I've written a small patch on top of v0.48.1argonaut which should
avoid this. It's in branch 3369-mds-session-workaround and will simply
log an error in the monitor central log instead of segfaulting. There
should shortly be packages available at
http://gitbuilder.ceph.com/ceph-deb-precise-x86_64-basic/ref/3369-mds-session-workaround/
(for Precise amd64; or elsewhere if you're on a different platform?).
-Greg

On Fri, Oct 19, 2012 at 1:52 PM, Nick Couchman <[email protected]> wrote:
> One of the MDSs crashed over the weekend (late Friday night), but I believe 
> that one was not active and was just in Replay mode.  Other than that, I 
> don't know of anything that would have affected the MDSs.
>
> -Nick
>
>>>> On 2012/10/18 at 16:55, Gregory Farnum <[email protected]> wrote:
>> Okay, looked at this a little bit. Can you describe what was happening
>> before you got into this failed-replay loop? (So, why was it in replay
>> at all?) I see that the monitor marked it as laggy for some reason;
>> was the cluster under load; did the monitors break; something else?

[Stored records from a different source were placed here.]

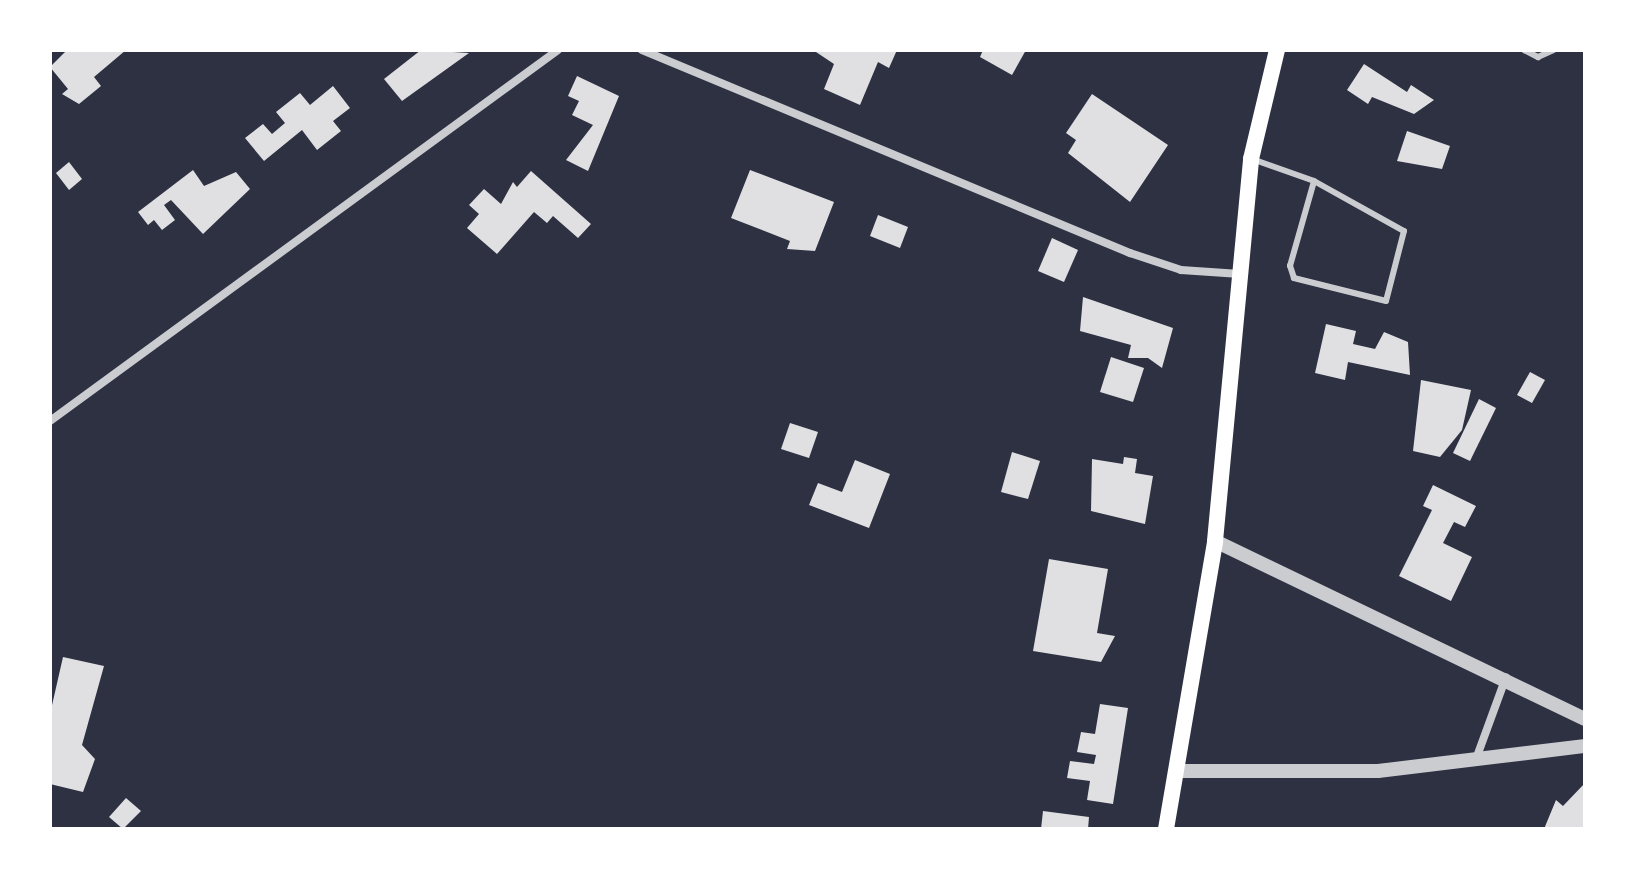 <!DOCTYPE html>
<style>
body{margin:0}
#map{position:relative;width:1635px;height:879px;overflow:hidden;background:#2d3142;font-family:"IBM Plex Sans",sans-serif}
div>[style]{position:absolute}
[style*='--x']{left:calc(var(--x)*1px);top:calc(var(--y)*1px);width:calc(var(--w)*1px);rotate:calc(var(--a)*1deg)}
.building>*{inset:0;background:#e0e0e3}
.service>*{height:6px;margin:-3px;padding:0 3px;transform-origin:3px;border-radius:3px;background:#caccd0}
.minor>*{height:8px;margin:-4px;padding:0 4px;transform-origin:4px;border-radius:4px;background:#caccd0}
.tertiary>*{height:14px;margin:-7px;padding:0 7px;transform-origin:7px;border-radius:7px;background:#caccd0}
.secondary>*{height:16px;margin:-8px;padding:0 8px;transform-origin:8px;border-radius:8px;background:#fff}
span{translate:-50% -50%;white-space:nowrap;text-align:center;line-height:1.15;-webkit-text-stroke:6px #fff;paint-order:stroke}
.frame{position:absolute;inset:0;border:52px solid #fff;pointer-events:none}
</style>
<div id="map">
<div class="building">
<div style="clip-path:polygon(67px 50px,126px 50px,94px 77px,101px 86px,79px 104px,62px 94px,68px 89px,50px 67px)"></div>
<div style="clip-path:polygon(421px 50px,469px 53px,402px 101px,384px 79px)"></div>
<div style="clip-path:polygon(813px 50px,897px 50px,889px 68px,878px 62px,860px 105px,824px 89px,834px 64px)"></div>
<div style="clip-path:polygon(983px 50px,1026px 50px,1012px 75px,980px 57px)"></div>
<div style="clip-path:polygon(1364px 64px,1407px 92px,1411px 85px,1434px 100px,1414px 114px,1372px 97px,1368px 104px,1347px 90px)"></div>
<div style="clip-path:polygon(577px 76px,619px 96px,588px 171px,566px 160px,593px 125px,572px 115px,579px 101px,568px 96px)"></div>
<div style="clip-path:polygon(333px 86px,350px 108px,333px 121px,341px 131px,317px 150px,302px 130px,264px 161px,245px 138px,263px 124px,272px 134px,285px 123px,276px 112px,300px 93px,310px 105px)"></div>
<div style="clip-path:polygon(1092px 94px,1168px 145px,1130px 202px,1068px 153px,1076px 140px,1066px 133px)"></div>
<div style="clip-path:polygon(1407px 131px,1450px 146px,1442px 169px,1397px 161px)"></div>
<div style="clip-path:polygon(69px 162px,82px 179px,69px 190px,56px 173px)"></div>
<div style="clip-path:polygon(193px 170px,204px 186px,236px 172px,250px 189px,203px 234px,171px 200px,164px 205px,175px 220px,162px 230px,154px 220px,148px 225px,138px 212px)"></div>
<div style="clip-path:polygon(750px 170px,834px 202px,815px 251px,787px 249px,790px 241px,731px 218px)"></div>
<div style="clip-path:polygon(531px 171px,591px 224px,578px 238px,553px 216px,547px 223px,534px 212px,497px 254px,467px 228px,479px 214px,469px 205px,484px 189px,501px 204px,513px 182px,517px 187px)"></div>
<div style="clip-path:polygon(878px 215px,908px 227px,900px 248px,870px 236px)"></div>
<div style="clip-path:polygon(1052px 238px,1078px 250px,1064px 282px,1038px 271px)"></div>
<div style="clip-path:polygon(1083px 297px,1173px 328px,1162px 368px,1148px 358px,1128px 358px,1131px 345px,1080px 331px)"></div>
<div style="clip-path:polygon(1326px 324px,1356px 331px,1353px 344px,1375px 349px,1384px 332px,1408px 342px,1410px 375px,1348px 362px,1345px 380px,1315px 373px)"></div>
<div style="clip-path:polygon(1111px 357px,1144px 368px,1133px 402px,1100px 392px)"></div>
<div style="clip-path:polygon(1530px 372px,1545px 380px,1532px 403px,1517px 395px)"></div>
<div style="clip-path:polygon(1421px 380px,1471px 390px,1462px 430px,1440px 457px,1413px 451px)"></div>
<div style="clip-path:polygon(1479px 399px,1496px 408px,1470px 461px,1453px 453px)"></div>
<div style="clip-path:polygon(790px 423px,818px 432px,809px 458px,781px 449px)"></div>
<div style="clip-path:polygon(1012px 452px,1040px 461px,1028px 499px,1001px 492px)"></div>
<div style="clip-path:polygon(1124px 457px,1137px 459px,1135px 473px,1153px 476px,1145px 524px,1091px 511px,1092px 459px,1123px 464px)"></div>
<div style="clip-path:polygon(855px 460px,890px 474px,869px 528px,809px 505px,818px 483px,842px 492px)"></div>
<div style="clip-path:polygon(1433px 485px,1476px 506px,1465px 527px,1454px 522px,1443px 543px,1472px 557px,1451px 601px,1399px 576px,1432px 510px,1423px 506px)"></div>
<div style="clip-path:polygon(1049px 559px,1108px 569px,1097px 633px,1115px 636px,1101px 662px,1033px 651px)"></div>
<div style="clip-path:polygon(63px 657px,104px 666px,82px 745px,95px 759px,83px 792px,50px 784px,50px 714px)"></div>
<div style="clip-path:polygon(1100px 704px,1128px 708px,1113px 804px,1087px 800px,1090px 781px,1067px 778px,1070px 761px,1094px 764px,1096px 755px,1077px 752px,1081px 732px,1095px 734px)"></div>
<div style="clip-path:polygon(1585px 783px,1585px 829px,1544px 829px,1556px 800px,1563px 806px)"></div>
<div style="clip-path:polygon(126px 798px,141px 811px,123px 829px,109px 817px)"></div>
<div style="clip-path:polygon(1043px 811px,1089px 817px,1088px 829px,1041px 829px)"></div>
</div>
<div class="service">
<div style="--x:1524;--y:50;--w:16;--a:27"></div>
<div style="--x:1538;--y:57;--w:17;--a:-24"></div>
<div style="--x:1252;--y:159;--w:66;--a:19.5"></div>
<div style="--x:1314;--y:181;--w:103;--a:29.1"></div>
<div style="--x:1404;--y:231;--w:72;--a:104.4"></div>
<div style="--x:1386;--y:301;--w:95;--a:-166"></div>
<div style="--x:1294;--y:278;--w:13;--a:-108"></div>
<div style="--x:1290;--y:266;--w:88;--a:-74.2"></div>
</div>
<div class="minor">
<div style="--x:642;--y:50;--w:529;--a:22.59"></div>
<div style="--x:1130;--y:253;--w:54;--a:18.4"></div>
<div style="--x:1181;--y:270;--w:59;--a:3.9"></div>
<div style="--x:50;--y:421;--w:629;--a:-36.14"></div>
<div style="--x:1476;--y:759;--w:87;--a:-69.9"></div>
</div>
<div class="tertiary">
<div style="--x:1215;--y:541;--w:411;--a:25.7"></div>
<div style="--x:1176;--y:771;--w:202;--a:0"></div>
<div style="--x:1378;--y:771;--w:209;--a:-6.9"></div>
</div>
<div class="secondary">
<div style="--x:1166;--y:829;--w:292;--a:-80.3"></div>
<div style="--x:1215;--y:541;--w:384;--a:-84.6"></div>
<div style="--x:1251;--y:159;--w:112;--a:-76.6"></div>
</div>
<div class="frame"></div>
</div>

>> I can see why it's failed here and I think I can do a simple code
>> patch to work around it, but the root cause is something that happened
>> while the MDS was still alive.
>>
>> Basic technical content:
>> The MDS journals all open client sessions. It brings them back into
>> memory during replay, and then operates on them to do things like open
>> new sessions or close ones that it turns out not to need. Your log
>> contains two close events for the same client session, and it's
>> causing a big freak out. This actually feels somewhat familiar; I'll
>> talk about it with our team here and get back to you tomorrow
>> sometime.
>> -Greg
>>
>> On Thu, Oct 18, 2012 at 8:56 AM, Nick Couchman <[email protected]>
>> wrote:
>>> Hopefully this is what you're looking for...
>>> (gdb) bt
>>> #0  ESession::replay (this=0x7fffcc49a7c0, mds=0x127d5f0) at
>> mds/journal.cc:828
>>> #1  0x00000000006a2446 in MDLog::_replay_thread (this=0x1281390) at
>> mds/MDLog.cc:580
>>> #2  0x00000000004cf5ed in MDLog::ReplayThread::entry (this=<optimized out>) 
>>> at
>> mds/MDLog.h:86
>>> #3  0x00007ffff764df05 in start_thread () from /lib64/libpthread.so.0
>>> #4  0x00007ffff680d10d in clone () from /lib64/libc.so.6
>>>
>>>>>> On 2012/10/17 at 09:53, Sam Lang <[email protected]> wrote:
>>>> On 10/17/2012 09:42 AM, Nick Couchman wrote:
>>>>> Thanks...here's the backtrace:
>>>>> (gdb) bt
>>>>> #0  0x00000000004dcfea in ESession::replay(MDS*) ()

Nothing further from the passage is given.